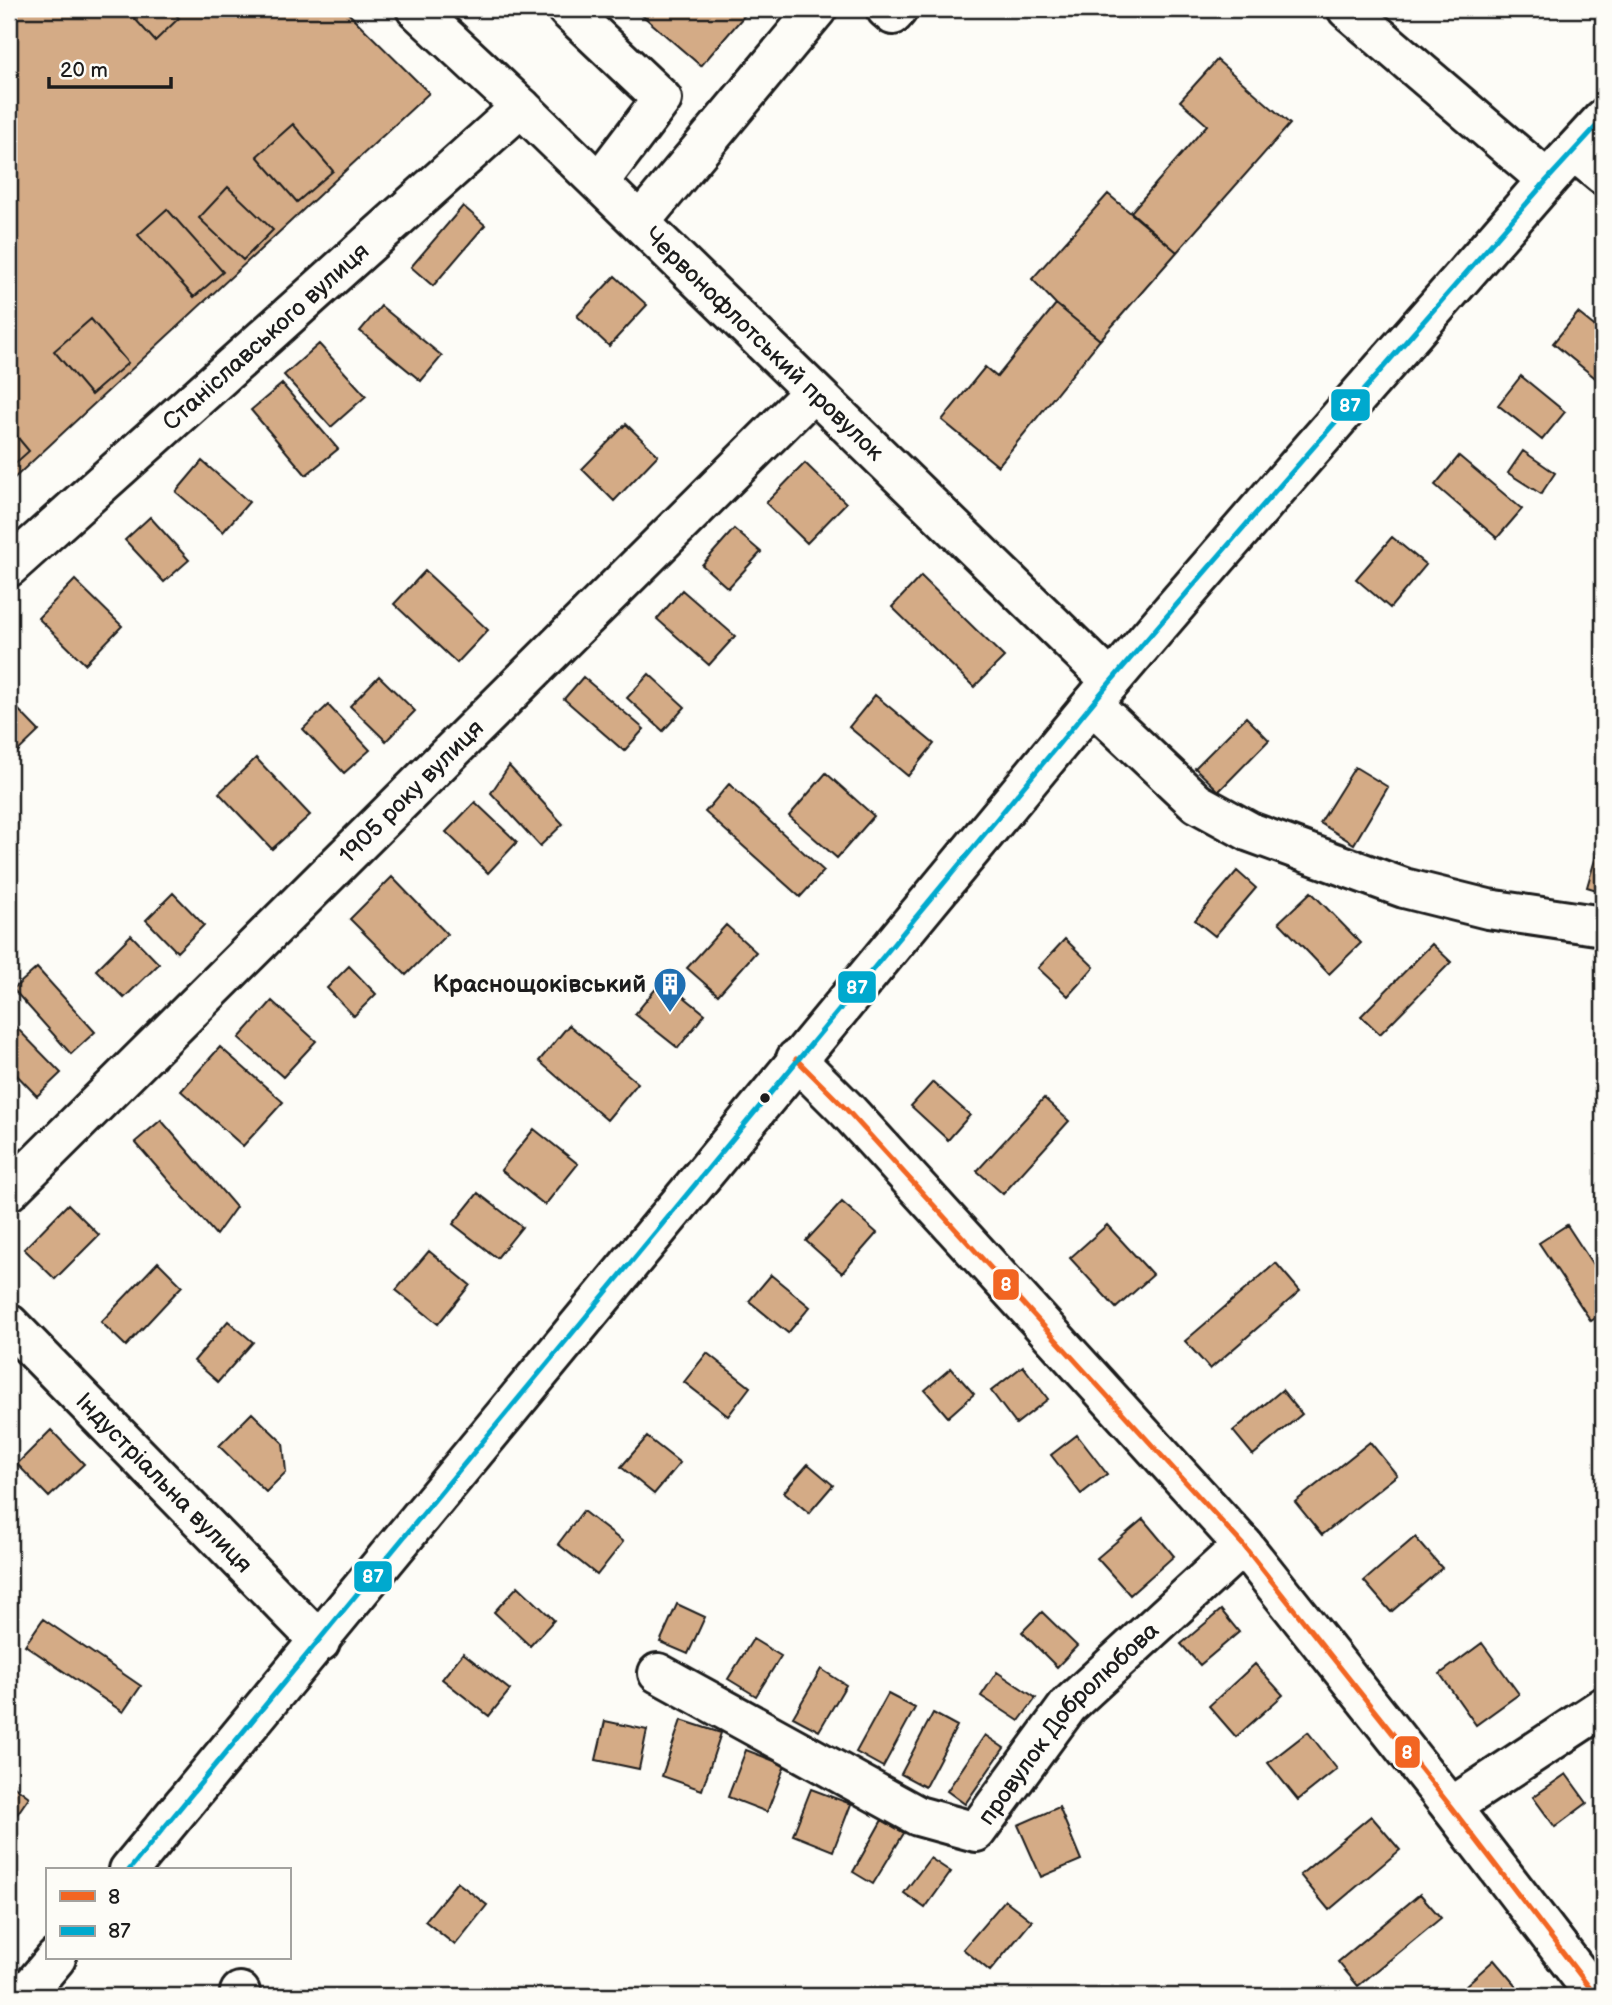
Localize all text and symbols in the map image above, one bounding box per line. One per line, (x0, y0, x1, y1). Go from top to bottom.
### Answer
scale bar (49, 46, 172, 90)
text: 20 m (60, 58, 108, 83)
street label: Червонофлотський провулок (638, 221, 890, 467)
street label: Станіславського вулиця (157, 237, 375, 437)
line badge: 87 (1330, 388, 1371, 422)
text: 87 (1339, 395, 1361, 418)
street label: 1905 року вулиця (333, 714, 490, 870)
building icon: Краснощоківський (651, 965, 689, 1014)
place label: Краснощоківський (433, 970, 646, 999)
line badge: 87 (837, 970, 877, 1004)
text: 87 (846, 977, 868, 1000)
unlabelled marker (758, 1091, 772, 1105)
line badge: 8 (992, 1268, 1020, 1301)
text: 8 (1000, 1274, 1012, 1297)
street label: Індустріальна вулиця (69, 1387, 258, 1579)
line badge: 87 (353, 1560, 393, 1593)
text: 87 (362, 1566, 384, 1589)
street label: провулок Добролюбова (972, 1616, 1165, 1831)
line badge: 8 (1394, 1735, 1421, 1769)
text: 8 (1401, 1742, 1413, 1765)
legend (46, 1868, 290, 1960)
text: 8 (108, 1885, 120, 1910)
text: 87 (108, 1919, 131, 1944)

--

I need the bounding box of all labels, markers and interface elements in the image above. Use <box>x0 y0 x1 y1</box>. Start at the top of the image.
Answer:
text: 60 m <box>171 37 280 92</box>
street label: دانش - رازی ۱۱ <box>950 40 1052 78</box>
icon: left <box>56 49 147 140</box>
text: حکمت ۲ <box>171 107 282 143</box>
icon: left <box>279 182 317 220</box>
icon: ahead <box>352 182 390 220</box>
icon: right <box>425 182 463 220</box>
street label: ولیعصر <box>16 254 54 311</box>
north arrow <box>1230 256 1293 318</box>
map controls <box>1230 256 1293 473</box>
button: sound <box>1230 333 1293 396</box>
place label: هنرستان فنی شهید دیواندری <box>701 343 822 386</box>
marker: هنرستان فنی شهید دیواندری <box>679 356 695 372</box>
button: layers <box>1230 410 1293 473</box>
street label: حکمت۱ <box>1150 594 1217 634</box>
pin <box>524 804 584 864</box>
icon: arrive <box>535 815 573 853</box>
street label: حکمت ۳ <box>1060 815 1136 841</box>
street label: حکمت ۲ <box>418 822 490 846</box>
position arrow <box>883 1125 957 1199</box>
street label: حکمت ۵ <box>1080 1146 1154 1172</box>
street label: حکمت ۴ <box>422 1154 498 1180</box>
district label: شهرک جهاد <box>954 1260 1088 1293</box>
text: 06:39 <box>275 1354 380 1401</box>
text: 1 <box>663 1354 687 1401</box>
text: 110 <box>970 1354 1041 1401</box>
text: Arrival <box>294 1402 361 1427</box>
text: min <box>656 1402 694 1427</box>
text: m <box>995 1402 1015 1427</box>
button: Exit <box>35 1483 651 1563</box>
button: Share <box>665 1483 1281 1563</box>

__Task brief__.
Please report every line in the entries above that holds the string "icon".

__Written response__.
building icon: Краснощоківський (651, 965, 689, 1014)
icon: left <box>56 49 147 140</box>
icon: left <box>279 182 317 220</box>
icon: ahead <box>352 182 390 220</box>
icon: right <box>425 182 463 220</box>
icon: arrive <box>535 815 573 853</box>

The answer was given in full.